# Thanksgiving Noms!



## spookychick13 (Jan 26, 2010)

What did your pack get?

So far Flip and Jack had turkey necks and pork kidney.

Share!


----------



## SpooOwner (Oct 1, 2010)

Turducken. It's tradition in these parts, and my pup is fast asleep after her big breakfast.


----------



## mischiefgrrl (Oct 28, 2010)

I was happy to find LARGE packages of necks, wings and butts (tails) pretty cheap at the store. We've got enough food for two weeks for under $10! Tanis is sooooo happy with his turkey noms he can't stop smiling and playing with me. He's even snuggling the kitties!

Happy Thanksgiving!


----------



## DaneMama (Jun 27, 2008)

About 20 pounds worth of pork, one of their favs! And a 10 pound bag of chicken quarters! Figured it was a gorge meal day for them as well as us LOL


----------



## BrownieM (Aug 30, 2010)

SpooOwner said:


> Turducken. It's tradition in these parts, and my pup is fast asleep after her big breakfast.

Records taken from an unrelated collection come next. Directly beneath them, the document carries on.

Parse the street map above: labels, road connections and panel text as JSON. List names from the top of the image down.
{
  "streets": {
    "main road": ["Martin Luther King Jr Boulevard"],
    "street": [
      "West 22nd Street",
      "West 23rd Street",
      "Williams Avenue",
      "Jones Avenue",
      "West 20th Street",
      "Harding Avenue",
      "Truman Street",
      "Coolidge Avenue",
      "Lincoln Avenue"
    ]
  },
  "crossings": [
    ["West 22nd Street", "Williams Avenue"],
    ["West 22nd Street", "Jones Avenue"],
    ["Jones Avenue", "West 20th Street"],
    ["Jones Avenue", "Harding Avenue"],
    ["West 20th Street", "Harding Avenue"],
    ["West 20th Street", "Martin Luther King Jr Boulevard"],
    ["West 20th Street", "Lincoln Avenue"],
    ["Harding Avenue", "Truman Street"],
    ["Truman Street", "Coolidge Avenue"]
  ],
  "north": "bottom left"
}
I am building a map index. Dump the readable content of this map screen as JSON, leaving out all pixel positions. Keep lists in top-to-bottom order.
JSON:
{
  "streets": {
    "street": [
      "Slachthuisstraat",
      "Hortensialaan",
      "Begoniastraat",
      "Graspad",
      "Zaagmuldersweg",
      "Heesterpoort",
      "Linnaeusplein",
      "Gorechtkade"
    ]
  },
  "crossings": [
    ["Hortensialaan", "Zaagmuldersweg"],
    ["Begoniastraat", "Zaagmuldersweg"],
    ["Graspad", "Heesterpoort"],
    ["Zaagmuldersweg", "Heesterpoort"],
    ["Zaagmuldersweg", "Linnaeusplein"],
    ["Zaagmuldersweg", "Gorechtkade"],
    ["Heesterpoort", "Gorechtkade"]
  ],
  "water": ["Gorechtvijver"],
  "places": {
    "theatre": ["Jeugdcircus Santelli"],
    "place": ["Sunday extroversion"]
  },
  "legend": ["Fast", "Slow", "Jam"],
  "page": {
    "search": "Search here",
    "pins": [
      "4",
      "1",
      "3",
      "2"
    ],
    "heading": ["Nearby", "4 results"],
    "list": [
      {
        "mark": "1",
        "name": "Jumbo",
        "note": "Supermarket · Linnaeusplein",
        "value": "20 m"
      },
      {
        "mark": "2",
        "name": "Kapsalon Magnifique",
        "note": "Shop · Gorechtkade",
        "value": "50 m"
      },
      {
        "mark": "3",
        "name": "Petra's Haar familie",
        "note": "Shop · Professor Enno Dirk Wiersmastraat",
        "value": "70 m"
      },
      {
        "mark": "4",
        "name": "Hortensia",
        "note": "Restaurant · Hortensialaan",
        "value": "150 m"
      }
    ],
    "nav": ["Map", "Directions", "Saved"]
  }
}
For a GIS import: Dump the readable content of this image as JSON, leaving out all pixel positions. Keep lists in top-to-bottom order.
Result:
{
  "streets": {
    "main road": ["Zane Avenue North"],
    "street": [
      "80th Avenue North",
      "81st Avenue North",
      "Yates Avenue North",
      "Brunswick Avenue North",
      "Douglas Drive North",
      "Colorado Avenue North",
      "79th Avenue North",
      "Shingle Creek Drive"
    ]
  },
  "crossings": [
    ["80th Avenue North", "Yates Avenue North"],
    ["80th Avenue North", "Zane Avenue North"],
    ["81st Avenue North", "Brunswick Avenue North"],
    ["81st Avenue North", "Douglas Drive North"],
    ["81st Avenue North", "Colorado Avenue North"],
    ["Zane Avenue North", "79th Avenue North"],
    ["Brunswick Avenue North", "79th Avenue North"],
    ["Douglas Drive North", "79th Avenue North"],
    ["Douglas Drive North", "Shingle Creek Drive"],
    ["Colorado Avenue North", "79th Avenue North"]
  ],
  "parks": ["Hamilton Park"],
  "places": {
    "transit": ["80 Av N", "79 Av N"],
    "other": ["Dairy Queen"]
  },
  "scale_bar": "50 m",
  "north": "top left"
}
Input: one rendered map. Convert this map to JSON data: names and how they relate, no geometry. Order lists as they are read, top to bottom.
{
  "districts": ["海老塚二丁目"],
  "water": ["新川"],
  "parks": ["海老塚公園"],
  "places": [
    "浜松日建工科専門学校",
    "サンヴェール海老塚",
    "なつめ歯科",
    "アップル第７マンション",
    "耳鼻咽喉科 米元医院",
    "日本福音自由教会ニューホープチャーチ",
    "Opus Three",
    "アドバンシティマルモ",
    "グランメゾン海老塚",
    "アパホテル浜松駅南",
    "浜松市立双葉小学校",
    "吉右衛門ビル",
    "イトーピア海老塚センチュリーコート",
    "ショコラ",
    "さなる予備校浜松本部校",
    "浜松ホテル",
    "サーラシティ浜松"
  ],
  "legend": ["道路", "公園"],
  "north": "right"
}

Dumb question...what is turducken?


----------



## luvMyBRT (Mar 8, 2010)

BrownieM said:


> Dumb question...what is turducken?


It's a chicken inside a duck inside a turkey. All cooked together. I have never tried one, but would love to! They look so good!


----------



## luvMyBRT (Mar 8, 2010)

Over here the excitement was caused by llama....and lots of it (with half a chicken back). :biggrin:

The humans are getting some turkey and prime rib...yum. :smile:


----------



## 3Musketeers (Nov 4, 2010)

Well since my family doesn't eat the neck, tail, or organs, they were all snatched and given to the doggies. Well they only got a teenie bit of organ but they had everything else . They were very happy about that.


----------



## whiteleo (Sep 7, 2008)

Well, we actually had our Thanksgiving last Sunday so the dogs got the goodies from inside the bird plus a little extra turkey necks. 
Today they just got Duck necks, nothing special but they are lovin playing in all the fresh snow that started dumpin again last night.


----------



## sassymaxmom (Dec 7, 2008)

Nothing special, in fact we are deserting them and going to a family member's house without them.
Max is getting venison bits and pork, Artie is getting kibble but he snagged 3 raw green beans too.


----------



## werecatrising (Oct 15, 2010)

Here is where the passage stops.